The pretraining objective is useful for the wiki’s time-series foundation model cluster because it tests whether a vision-style self-distillation recipe transfers to numeric time series. The method also gives a clean comparison point against contrastive Mantis pretraining, where false negatives can be problematic when different samples share temporal structure.
Within the Mantis lineage, UTICA is the self-distillation branch: Mantis provides the original contrastive Mantis-8M baseline, MantisV2 explores synthetic pretraining plus test-time strategies, and UTICA keeps the Mantis tokenizer/backbone while changing the pretraining objective.
Evidence And Results
The reported UCR linear-probing result is 0.794 average accuracy with 52 wins out of 128 datasets, compared with 0.792 and 33 wins for Mantis.

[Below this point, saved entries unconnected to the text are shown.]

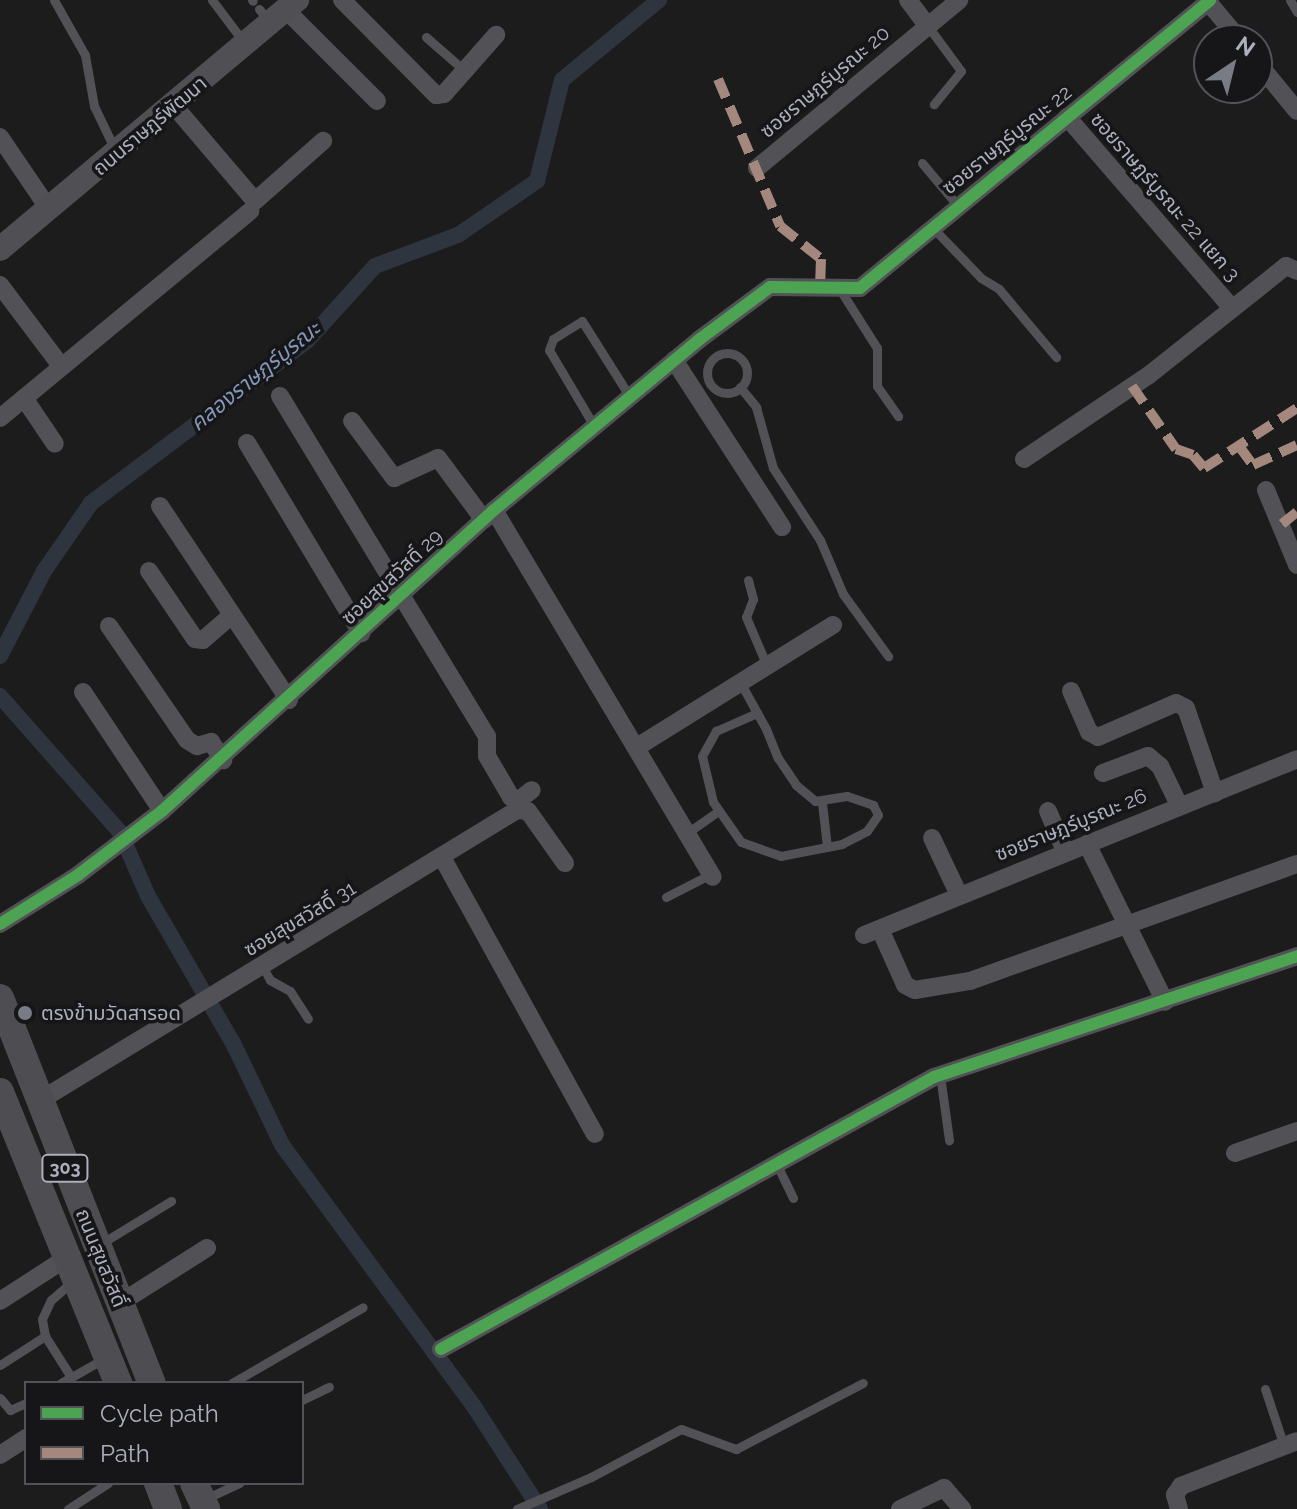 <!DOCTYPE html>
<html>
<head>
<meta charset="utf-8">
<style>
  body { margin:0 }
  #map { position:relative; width:1297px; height:1509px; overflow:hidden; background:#1c1c1c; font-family:Raleway,"Noto Sans Thai",sans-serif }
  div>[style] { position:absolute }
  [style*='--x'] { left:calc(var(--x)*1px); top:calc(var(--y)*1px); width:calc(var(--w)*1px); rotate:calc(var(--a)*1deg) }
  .canal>* { height:16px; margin:-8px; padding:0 8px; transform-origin:8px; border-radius:8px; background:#2e353f }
  .lane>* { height:9px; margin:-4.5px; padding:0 4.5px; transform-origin:4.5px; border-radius:4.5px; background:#515156 }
  .lane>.ring { margin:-4.5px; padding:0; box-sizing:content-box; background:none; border:9px solid #515156; border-radius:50% }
  .street>* { height:18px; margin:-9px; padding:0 9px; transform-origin:9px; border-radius:9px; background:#515156 }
  .secondary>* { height:24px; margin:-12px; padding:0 12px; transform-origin:12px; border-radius:12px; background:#505054 }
  .primary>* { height:28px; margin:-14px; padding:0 14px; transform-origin:14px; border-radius:14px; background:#4e4e52 }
  .quiet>* { height:10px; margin-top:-5px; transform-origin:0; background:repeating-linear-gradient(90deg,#a5887d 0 20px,transparent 0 30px) }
  .cycleway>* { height:12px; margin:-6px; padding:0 6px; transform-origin:6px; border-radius:6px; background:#4ca352 }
  .dots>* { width:22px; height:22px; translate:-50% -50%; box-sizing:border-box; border:4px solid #161618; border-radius:50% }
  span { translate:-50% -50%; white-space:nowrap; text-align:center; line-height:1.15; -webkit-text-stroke:7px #161618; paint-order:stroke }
  .shield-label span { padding:2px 6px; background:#161618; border:2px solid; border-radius:6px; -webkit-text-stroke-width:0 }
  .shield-label { font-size:18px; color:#adafbd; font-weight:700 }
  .street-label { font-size:20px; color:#adafbd }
  .poi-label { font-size:20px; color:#adafbd }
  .left { translate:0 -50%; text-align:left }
  .water-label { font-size:22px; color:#8497b8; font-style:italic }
  .legend { position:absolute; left:24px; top:1381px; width:280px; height:104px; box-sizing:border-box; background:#161618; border:2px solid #52535a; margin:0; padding:10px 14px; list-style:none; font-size:24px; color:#adafbd }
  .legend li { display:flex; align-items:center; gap:16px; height:40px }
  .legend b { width:40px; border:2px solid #52535a }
  .north { position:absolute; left:1193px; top:24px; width:80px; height:80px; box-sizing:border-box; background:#161618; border:2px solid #52535a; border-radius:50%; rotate:35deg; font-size:22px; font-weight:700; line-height:32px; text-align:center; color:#adafbd }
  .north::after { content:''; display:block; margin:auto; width:28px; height:36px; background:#7a7c85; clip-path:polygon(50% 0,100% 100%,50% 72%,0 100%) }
</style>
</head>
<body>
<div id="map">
  <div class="canal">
    <i style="--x:0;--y:656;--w:96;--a:-62.6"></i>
    <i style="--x:44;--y:571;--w:83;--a:-55.3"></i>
    <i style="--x:91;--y:503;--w:271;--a:-36.9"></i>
    <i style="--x:308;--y:340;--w:100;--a:-47.8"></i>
    <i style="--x:375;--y:266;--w:89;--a:-20.5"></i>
    <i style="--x:458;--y:235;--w:96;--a:-34.4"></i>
    <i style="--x:537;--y:181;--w:104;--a:-76.1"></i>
    <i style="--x:562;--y:80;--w:126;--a:-39.5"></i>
    <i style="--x:0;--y:696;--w:181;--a:48.6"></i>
    <i style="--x:120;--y:832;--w:70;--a:66.4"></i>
    <i style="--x:148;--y:896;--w:170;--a:60"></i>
    <i style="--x:233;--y:1043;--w:113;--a:64.3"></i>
    <i style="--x:282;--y:1145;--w:326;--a:53.7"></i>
    <i style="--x:475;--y:1408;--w:120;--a:57.2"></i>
  </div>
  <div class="lane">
    <i style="--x:54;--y:0;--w:63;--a:60.6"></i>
    <i style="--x:85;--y:55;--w:52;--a:80"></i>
    <i style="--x:94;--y:106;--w:51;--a:64.4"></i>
    <i style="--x:212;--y:0;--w:51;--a:52.9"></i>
    <i style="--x:252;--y:0;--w:1;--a:45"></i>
    <i style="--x:1290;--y:0;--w:14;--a:60"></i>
    <i style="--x:259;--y:9;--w:17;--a:50"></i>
    <i style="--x:927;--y:25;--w:57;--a:53.5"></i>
    <i style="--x:961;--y:71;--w:43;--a:129.3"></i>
    <i style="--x:426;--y:37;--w:53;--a:41.2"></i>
    <i style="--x:922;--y:163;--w:56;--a:50.1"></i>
    <i style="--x:932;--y:227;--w:71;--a:46.1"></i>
    <i style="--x:981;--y:278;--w:21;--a:31"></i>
    <i style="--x:999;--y:289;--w:89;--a:50"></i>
    <i style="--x:839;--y:288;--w:71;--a:57.7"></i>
    <i style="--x:877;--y:348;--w:38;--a:90"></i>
    <i style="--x:877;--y:386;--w:37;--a:55"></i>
    <i class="ring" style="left:707px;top:353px;width:31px;height:31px"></i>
    <i style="--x:740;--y:387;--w:26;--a:51"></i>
    <i style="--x:756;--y:407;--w:63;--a:74.4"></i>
    <i style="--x:773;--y:468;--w:86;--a:56.9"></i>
    <i style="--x:820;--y:540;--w:59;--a:66.9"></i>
    <i style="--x:843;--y:594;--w:77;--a:54"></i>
    <i style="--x:594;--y:426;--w:88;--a:-120.6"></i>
    <i style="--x:549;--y:350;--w:12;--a:-70"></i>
    <i style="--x:553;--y:339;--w:34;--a:-32"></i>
    <i style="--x:582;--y:321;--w:90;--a:57.7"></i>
    <i style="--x:748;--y:580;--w:20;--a:75"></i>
    <i style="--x:753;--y:599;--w:19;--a:111"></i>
    <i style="--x:746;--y:617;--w:53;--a:66.8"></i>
    <i style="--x:740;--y:682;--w:54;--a:61"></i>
    <i style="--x:766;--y:729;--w:31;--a:68"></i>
    <i style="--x:778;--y:758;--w:32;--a:56"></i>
    <i style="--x:796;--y:785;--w:25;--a:40"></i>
    <i style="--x:815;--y:801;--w:32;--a:-9"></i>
    <i style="--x:847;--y:796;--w:28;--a:19"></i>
    <i style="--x:873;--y:805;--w:11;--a:63"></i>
    <i style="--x:878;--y:815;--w:19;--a:125"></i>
    <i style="--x:867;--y:831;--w:28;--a:153"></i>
    <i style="--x:842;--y:844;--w:62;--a:168.9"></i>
    <i style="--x:781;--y:856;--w:42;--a:-160.7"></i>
    <i style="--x:741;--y:842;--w:49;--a:-125"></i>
    <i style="--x:713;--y:802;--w:47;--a:-103.4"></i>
    <i style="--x:702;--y:756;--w:29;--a:-61"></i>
    <i style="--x:716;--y:731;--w:45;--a:-23.7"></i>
    <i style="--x:822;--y:803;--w:44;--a:83.5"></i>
    <i style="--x:687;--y:833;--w:39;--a:-35"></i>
    <i style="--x:666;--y:897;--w:51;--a:-27.1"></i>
    <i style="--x:263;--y:967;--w:15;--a:62"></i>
    <i style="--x:270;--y:980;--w:23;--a:29"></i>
    <i style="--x:290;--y:991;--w:33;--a:57"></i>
    <i style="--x:940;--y:1075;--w:66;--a:82.1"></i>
    <i style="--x:776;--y:1163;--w:39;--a:64"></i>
    <i style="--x:102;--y:1243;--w:81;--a:-31.3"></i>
    <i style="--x:0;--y:1365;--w:54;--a:-32.8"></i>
    <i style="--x:71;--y:1377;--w:49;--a:-122.4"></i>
    <i style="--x:45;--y:1336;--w:17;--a:-100"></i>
    <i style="--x:42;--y:1319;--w:21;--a:-65"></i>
    <i style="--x:51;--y:1300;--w:28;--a:-41"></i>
    <i style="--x:61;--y:1383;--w:51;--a:-29.6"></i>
    <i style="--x:232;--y:1383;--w:151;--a:-30.1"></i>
    <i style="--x:1265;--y:1389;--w:60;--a:71.6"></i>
    <i style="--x:0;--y:1398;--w:16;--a:50"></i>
    <i style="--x:10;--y:1410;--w:17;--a:-24"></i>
    <i style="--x:302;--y:1400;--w:30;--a:-26"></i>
    <i style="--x:205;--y:1499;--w:38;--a:-25"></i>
    <i style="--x:68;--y:1509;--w:48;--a:-33"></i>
    <i style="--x:517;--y:1509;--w:81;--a:-23.4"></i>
    <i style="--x:591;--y:1477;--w:102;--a:-28.1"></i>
    <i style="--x:681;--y:1429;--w:59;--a:20"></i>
    <i style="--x:736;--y:1449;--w:143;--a:-27.5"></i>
  </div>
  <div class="street">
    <i style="--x:342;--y:0;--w:134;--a:45.3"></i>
    <i style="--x:436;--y:95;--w:8;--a:-7"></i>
    <i style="--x:444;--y:94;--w:79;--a:-48.6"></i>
    <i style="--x:908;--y:0;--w:31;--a:53"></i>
    <i style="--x:1208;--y:2;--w:50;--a:49.9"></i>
    <i style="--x:285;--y:9;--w:130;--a:45"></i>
    <i style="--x:1257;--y:62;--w:63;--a:50.8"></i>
    <i style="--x:175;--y:107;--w:123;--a:49.6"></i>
    <i style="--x:255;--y:201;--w:91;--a:-41.4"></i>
    <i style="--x:1067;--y:117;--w:250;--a:49.2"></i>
    <i style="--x:0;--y:137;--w:87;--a:55.8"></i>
    <i style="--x:757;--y:168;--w:263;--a:-39.7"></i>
    <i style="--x:0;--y:285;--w:101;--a:53"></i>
    <i style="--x:674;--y:360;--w:199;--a:57.1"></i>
    <i style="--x:280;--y:396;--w:398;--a:58.7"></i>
    <i style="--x:487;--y:736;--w:20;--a:90"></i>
    <i style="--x:487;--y:756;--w:48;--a:59.7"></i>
    <i style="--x:511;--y:797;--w:9;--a:21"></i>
    <i style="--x:519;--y:800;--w:16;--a:-38"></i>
    <i style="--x:24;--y:398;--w:55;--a:56"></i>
    <i style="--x:0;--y:418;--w:325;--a:-39.6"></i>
    <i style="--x:352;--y:421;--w:71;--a:53.6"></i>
    <i style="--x:394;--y:478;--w:48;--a:-24.4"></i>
    <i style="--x:438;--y:458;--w:77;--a:53.4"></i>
    <i style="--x:247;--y:443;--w:222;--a:59"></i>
    <i style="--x:1024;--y:459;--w:151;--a:-33.9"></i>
    <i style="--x:1149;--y:375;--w:175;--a:-38.5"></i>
    <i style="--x:1286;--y:266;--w:12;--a:24"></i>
    <i style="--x:1266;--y:490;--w:81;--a:67.5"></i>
    <i style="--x:160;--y:506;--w:233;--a:56.4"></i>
    <i style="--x:494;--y:510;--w:427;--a:59.2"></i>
    <i style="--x:149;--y:571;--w:82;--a:55.9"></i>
    <i style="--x:195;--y:639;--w:8;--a:7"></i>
    <i style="--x:203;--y:640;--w:37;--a:-41"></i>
    <i style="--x:109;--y:626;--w:138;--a:55.6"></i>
    <i style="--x:187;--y:740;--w:12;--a:31"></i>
    <i style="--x:197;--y:746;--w:15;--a:-16"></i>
    <i style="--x:211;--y:742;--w:22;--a:56"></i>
    <i style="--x:1071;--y:691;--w:45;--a:66.3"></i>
    <i style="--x:1089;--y:732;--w:10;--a:29"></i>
    <i style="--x:1098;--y:737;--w:85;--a:-23.6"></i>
    <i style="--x:1176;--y:703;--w:11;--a:27"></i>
    <i style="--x:1186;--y:708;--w:90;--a:71.2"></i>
    <i style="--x:83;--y:692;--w:143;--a:56.4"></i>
    <i style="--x:637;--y:747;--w:231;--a:-31.9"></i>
    <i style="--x:1103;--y:773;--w:48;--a:-20.7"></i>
    <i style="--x:1148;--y:756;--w:16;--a:40"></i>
    <i style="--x:1160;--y:766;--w:43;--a:64"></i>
    <i style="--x:1048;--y:811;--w:43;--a:67"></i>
    <i style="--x:932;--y:838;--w:63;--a:64.7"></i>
    <i style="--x:1087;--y:844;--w:176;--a:63.7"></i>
    <i style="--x:443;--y:859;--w:314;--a:61.1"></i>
    <i style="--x:0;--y:924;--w:92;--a:-32.1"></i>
    <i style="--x:78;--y:875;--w:106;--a:-37.3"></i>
    <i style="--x:162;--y:811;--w:448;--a:-42.2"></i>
    <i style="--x:494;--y:510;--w:268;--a:-39.7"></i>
    <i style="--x:700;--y:339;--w:87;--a:-36.6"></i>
    <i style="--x:770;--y:287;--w:90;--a:0.6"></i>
    <i style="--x:860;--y:288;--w:453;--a:-39.4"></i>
    <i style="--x:880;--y:929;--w:61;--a:65.9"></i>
    <i style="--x:905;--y:985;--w:11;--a:27"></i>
    <i style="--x:915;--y:990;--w:56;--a:-9.3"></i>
    <i style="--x:970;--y:981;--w:347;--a:-19.7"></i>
    <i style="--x:864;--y:935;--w:467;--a:-22.1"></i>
    <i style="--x:39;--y:1101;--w:560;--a:-31.33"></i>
    <i style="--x:517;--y:810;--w:11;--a:5"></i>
    <i style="--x:528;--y:811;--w:64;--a:54.6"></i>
    <i style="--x:1235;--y:1153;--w:66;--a:-19.5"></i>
    <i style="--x:0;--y:1301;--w:77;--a:-32.9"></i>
    <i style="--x:120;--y:1303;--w:103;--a:-32.3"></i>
    <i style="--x:441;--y:1349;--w:563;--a:-28.89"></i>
    <i style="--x:934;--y:1077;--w:383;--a:-18.4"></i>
    <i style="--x:0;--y:1455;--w:31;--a:-33"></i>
    <i style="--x:900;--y:1509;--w:49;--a:-25.5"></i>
    <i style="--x:944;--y:1488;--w:28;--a:49"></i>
    <i style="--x:1179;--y:1509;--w:15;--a:-106"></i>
    <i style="--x:1175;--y:1495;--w:11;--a:-56"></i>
    <i style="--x:1181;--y:1486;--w:124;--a:-21.2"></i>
  </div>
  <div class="secondary">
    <i style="--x:0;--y:249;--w:388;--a:-40"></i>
  </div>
  <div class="primary">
    <i style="--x:0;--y:998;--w:414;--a:68.5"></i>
    <i style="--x:0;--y:1092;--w:314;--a:67.9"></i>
    <i style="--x:158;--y:1483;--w:28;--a:69"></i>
    <i style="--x:194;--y:1483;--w:29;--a:65"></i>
  </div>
  <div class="quiet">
    <i style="--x:718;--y:79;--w:160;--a:67.1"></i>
    <i style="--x:780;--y:226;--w:53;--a:38.8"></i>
    <i style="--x:821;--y:259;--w:29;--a:92"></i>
    <i style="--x:1132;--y:386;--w:77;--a:55.1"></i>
    <i style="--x:1176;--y:449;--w:18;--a:19"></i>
    <i style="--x:1193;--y:455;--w:17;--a:50"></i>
    <i style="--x:1204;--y:468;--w:111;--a:-32.8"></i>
    <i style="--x:1239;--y:446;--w:24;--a:54"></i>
    <i style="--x:1253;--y:465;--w:48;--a:-24.4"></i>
    <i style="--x:1282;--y:524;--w:19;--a:-39"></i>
  </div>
  <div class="cycleway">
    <i style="--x:0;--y:924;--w:92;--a:-32.1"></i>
    <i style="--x:78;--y:875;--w:106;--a:-37.3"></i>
    <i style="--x:162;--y:811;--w:448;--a:-42.2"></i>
    <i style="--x:494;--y:510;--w:268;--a:-39.7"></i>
    <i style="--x:700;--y:339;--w:87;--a:-36.6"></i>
    <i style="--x:770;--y:287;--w:90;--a:0.6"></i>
    <i style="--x:860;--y:288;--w:453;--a:-39.4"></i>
    <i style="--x:441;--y:1349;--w:563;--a:-28.89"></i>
    <i style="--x:934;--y:1077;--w:383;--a:-18.4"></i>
  </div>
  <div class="dots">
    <i style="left:25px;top:1013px;background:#7a7c85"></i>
  </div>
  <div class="shield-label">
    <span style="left:65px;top:1168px">303</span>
  </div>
  <div class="street-label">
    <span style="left:825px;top:82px;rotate:-40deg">ซอยราษฎร์บูรณะ 20</span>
    <span style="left:150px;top:126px;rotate:-40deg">ถนนราษฎร์พัฒนา</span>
    <span style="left:1007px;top:140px;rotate:-39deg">ซอยราษฎร์บูรณะ 22</span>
    <span style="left:1165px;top:197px;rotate:49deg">ซอยราษฏร์บูรณะ 22 แยก 3</span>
    <span style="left:392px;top:577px;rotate:-43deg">ซอยสุขสวัสดิ์ 29</span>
    <span style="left:1071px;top:825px;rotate:-22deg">ซอยราษฎร์บูรณะ 26</span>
    <span style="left:300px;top:919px;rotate:-31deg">ซอยสุขสวัสดิ์ 31</span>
    <span style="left:101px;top:1258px;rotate:68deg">ถนนสุขสวัสดิ์</span>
  </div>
  <div class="poi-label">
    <span class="left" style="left:41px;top:1013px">ตรงข้ามวัดสารอด</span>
  </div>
  <div class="water-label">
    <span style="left:255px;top:376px;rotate:-39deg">คลองราษฎร์บูรณะ</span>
  </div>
  <ul class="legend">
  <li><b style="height:10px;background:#4ca352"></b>Cycle path</li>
  <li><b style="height:10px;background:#a5887d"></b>Path</li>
  </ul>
  <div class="north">N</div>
</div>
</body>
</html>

Under UCR fine-tuning, UTICA reports 0.857 average accuracy and 60 wins, compared with 0.850 and 38 wins for Mantis.
On UEA, UTICA reports the best average rank in both linear probing and fine-tuning. The ablation study reports that the combined UTICA loss outperforms either DINO+KoLeo or iBOT+KoLeo alone on UCR linear probing, supporting the claim that crop invariance and local masked prediction provide complementary supervision.
Links Into The Wiki
- Mantis
- Time-Series Foundation Models
- Time-Series Classification Foundation Models
- Self-Supervised Representation Learning
- Mantis
- MantisV2
Open Questions
- Does the gain persist when the Mantis backbone is scaled beyond the 8M-parameter setting?
- How much of the improvement comes from the non-contrastive objective versus the augmentation and masking schedule?